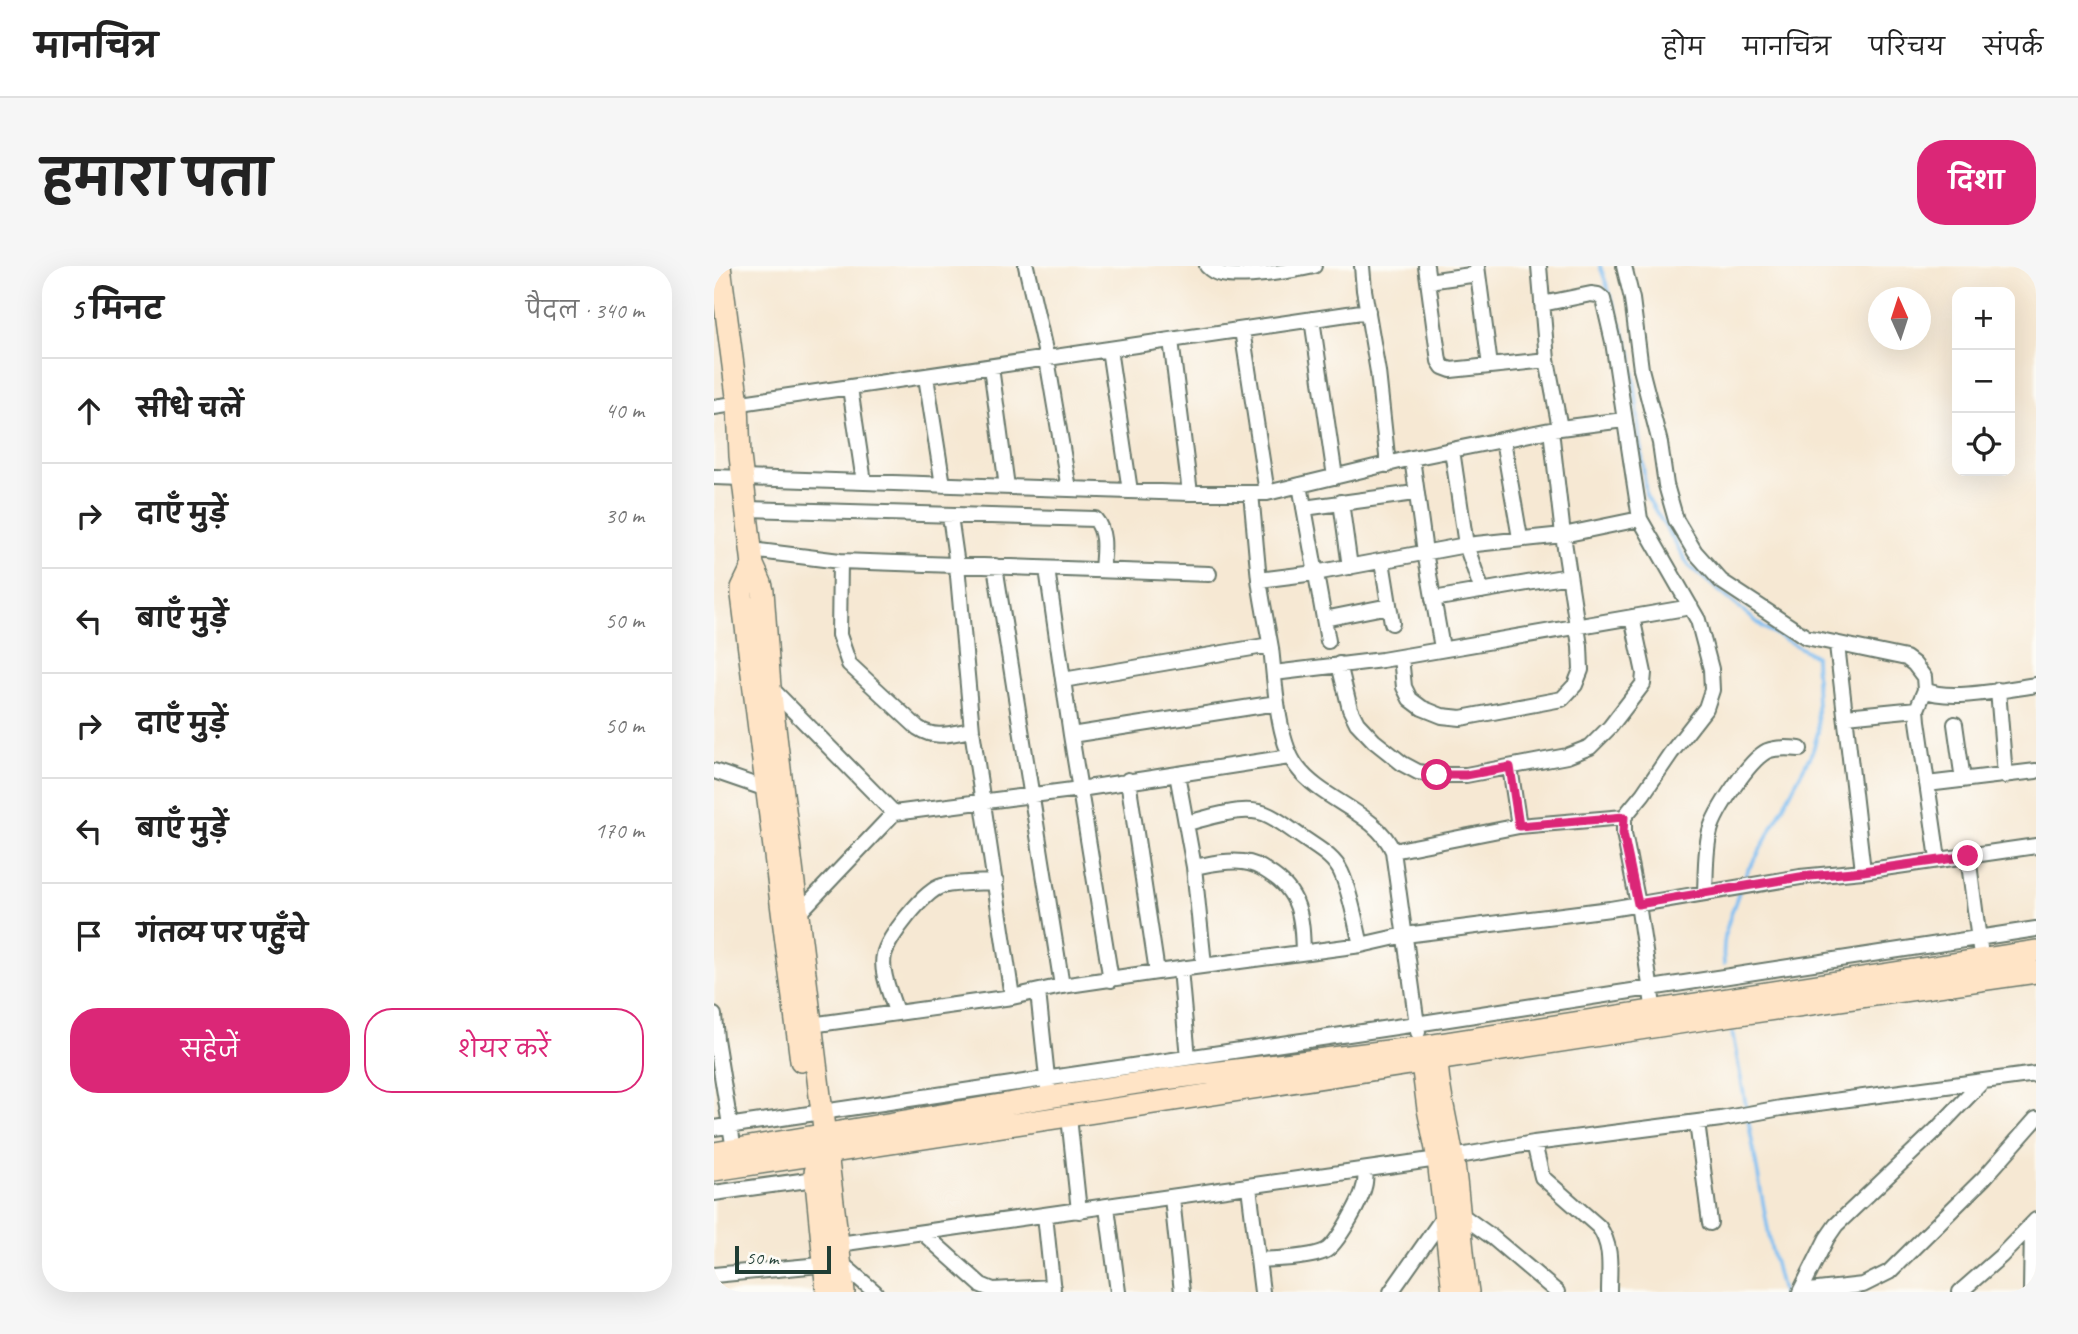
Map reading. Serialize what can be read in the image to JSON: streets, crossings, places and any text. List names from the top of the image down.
{
  "scale_bar": "50 m",
  "north": "top",
  "page": {
    "header": "मानचित्र",
    "nav": [
      "होम",
      "मानचित्र",
      "परिचय",
      "संपर्क"
    ],
    "title": "हमारा पता",
    "buttons": [
      "दिशा",
      ["सहेजें", "शेयर करें"]
    ],
    "heading": ["5 मिनट", "पैदल · 340 m"],
    "map_buttons": ["+", "−"],
    "list": [
      ["सीधे चलें", "40 m"],
      ["दाएँ मुड़ें", "30 m"],
      ["बाएँ मुड़ें", "50 m"],
      ["दाएँ मुड़ें", "50 m"],
      ["बाएँ मुड़ें", "170 m"],
      "गंतव्य पर पहुँचे"
    ],
    "scale": "50 m"
  }
}
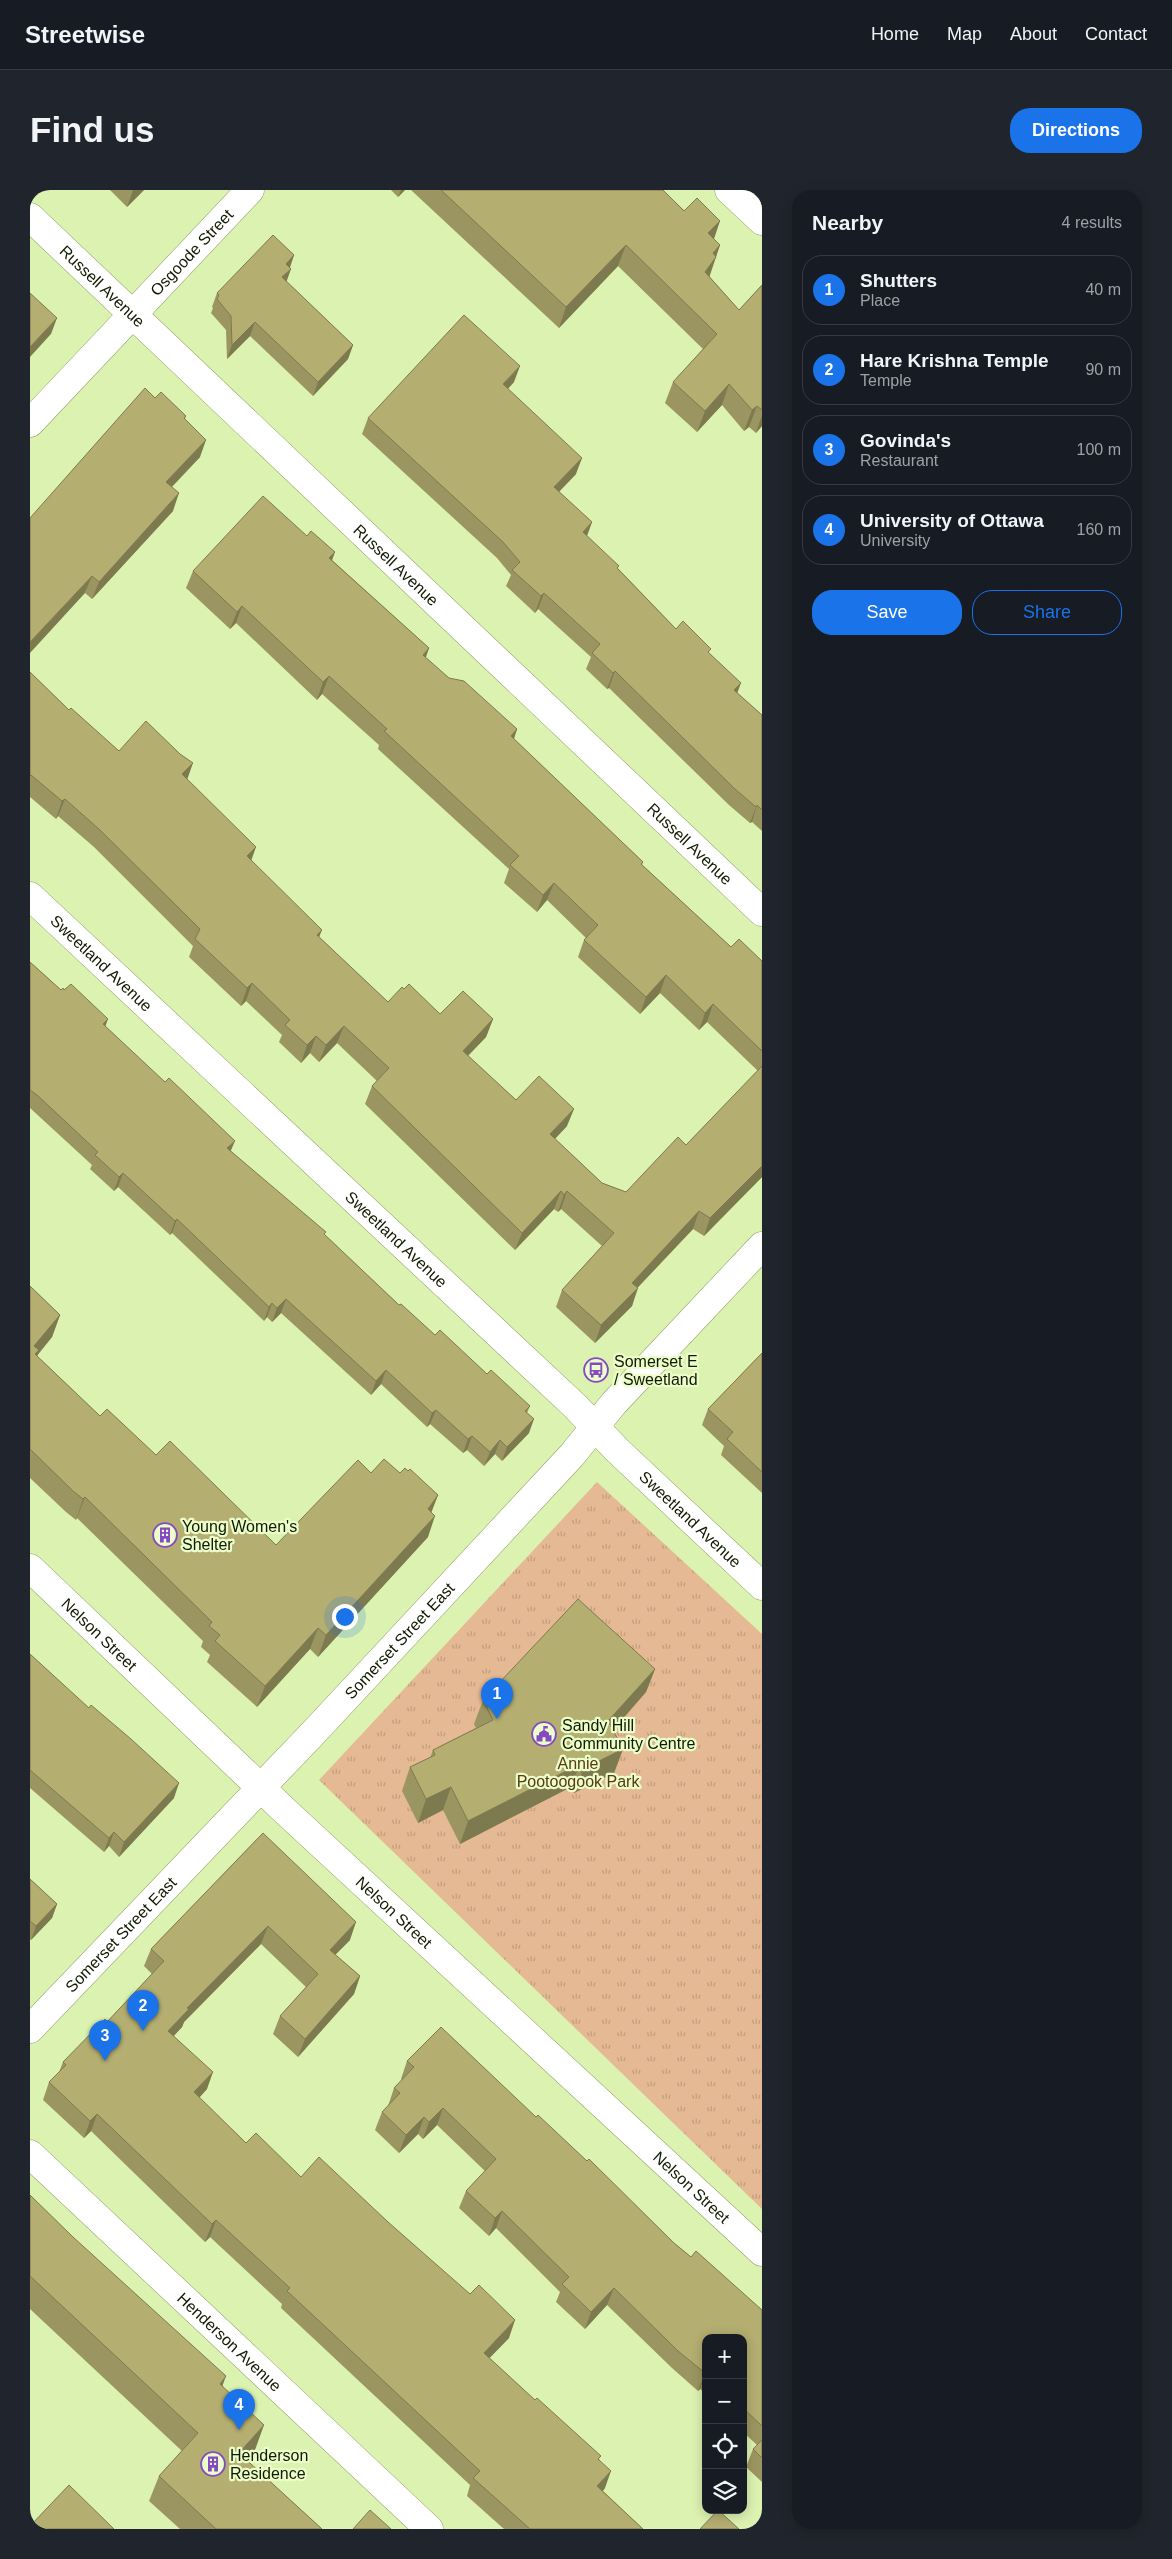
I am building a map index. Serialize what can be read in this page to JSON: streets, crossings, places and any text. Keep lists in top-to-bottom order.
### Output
{
  "streets": {
    "street": [
      "Osgoode Street",
      "Russell Avenue",
      "Sweetland Avenue",
      "Nelson Street",
      "Somerset Street East",
      "Henderson Avenue"
    ]
  },
  "crossings": [
    ["Osgoode Street", "Russell Avenue"],
    ["Sweetland Avenue", "Somerset Street East"],
    ["Nelson Street", "Somerset Street East"]
  ],
  "parks": ["Annie Pootoogook Park"],
  "places": {
    "bus stop": ["Somerset E / Sweetland"],
    "building": ["Young Women's Shelter", "Henderson Residence"],
    "public building": ["Sandy Hill Community Centre"]
  },
  "page": {
    "header": "Streetwise",
    "nav": [
      "Home",
      "Map",
      "About",
      "Contact"
    ],
    "buttons": [
      "Directions",
      ["Save", "Share"]
    ],
    "title": "Find us",
    "heading": ["Nearby", "4 results"],
    "list": [
      {
        "mark": "1",
        "name": "Shutters",
        "note": "Place",
        "value": "40 m"
      },
      {
        "mark": "2",
        "name": "Hare Krishna Temple",
        "note": "Temple",
        "value": "90 m"
      },
      {
        "mark": "3",
        "name": "Govinda's",
        "note": "Restaurant",
        "value": "100 m"
      },
      {
        "mark": "4",
        "name": "University of Ottawa",
        "note": "University",
        "value": "160 m"
      }
    ],
    "pins": [
      "1",
      "2",
      "3",
      "4"
    ],
    "map_buttons": ["+", "−"]
  }
}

|---|

_Required work_:
Output the records verbatim, every one of them, and keep the pictures out.

_Response below_:
Map reading. Serialize what can be read in the image to JSON: streets, crossings, places and any text. List names from the top of the image down.
{
  "scale_bar": "50 m",
  "north": "top",
  "page": {
    "header": "मानचित्र",
    "nav": [
      "होम",
      "मानचित्र",
      "परिचय",
      "संपर्क"
    ],
    "title": "हमारा पता",
    "buttons": [
      "दिशा",
      ["सहेजें", "शेयर करें"]
    ],
    "heading": ["5 मिनट", "पैदल · 340 m"],
    "map_buttons": ["+", "−"],
    "list": [
      ["सीधे चलें", "40 m"],
      ["दाएँ मुड़ें", "30 m"],
      ["बाएँ मुड़ें", "50 m"],
      ["दाएँ मुड़ें", "50 m"],
      ["बाएँ मुड़ें", "170 m"],
      "गंतव्य पर पहुँचे"
    ],
    "scale": "50 m"
  }
}
I am building a map index. Serialize what can be read in this page to JSON: streets, crossings, places and any text. Keep lists in top-to-bottom order.
### Output
{
  "streets": {
    "street": [
      "Osgoode Street",
      "Russell Avenue",
      "Sweetland Avenue",
      "Nelson Street",
      "Somerset Street East",
      "Henderson Avenue"
    ]
  },
  "crossings": [
    ["Osgoode Street", "Russell Avenue"],
    ["Sweetland Avenue", "Somerset Street East"],
    ["Nelson Street", "Somerset Street East"]
  ],
  "parks": ["Annie Pootoogook Park"],
  "places": {
    "bus stop": ["Somerset E / Sweetland"],
    "building": ["Young Women's Shelter", "Henderson Residence"],
    "public building": ["Sandy Hill Community Centre"]
  },
  "page": {
    "header": "Streetwise",
    "nav": [
      "Home",
      "Map",
      "About",
      "Contact"
    ],
    "buttons": [
      "Directions",
      ["Save", "Share"]
    ],
    "title": "Find us",
    "heading": ["Nearby", "4 results"],
    "list": [
      {
        "mark": "1",
        "name": "Shutters",
        "note": "Place",
        "value": "40 m"
      },
      {
        "mark": "2",
        "name": "Hare Krishna Temple",
        "note": "Temple",
        "value": "90 m"
      },
      {
        "mark": "3",
        "name": "Govinda's",
        "note": "Restaurant",
        "value": "100 m"
      },
      {
        "mark": "4",
        "name": "University of Ottawa",
        "note": "University",
        "value": "160 m"
      }
    ],
    "pins": [
      "1",
      "2",
      "3",
      "4"
    ],
    "map_buttons": ["+", "−"]
  }
}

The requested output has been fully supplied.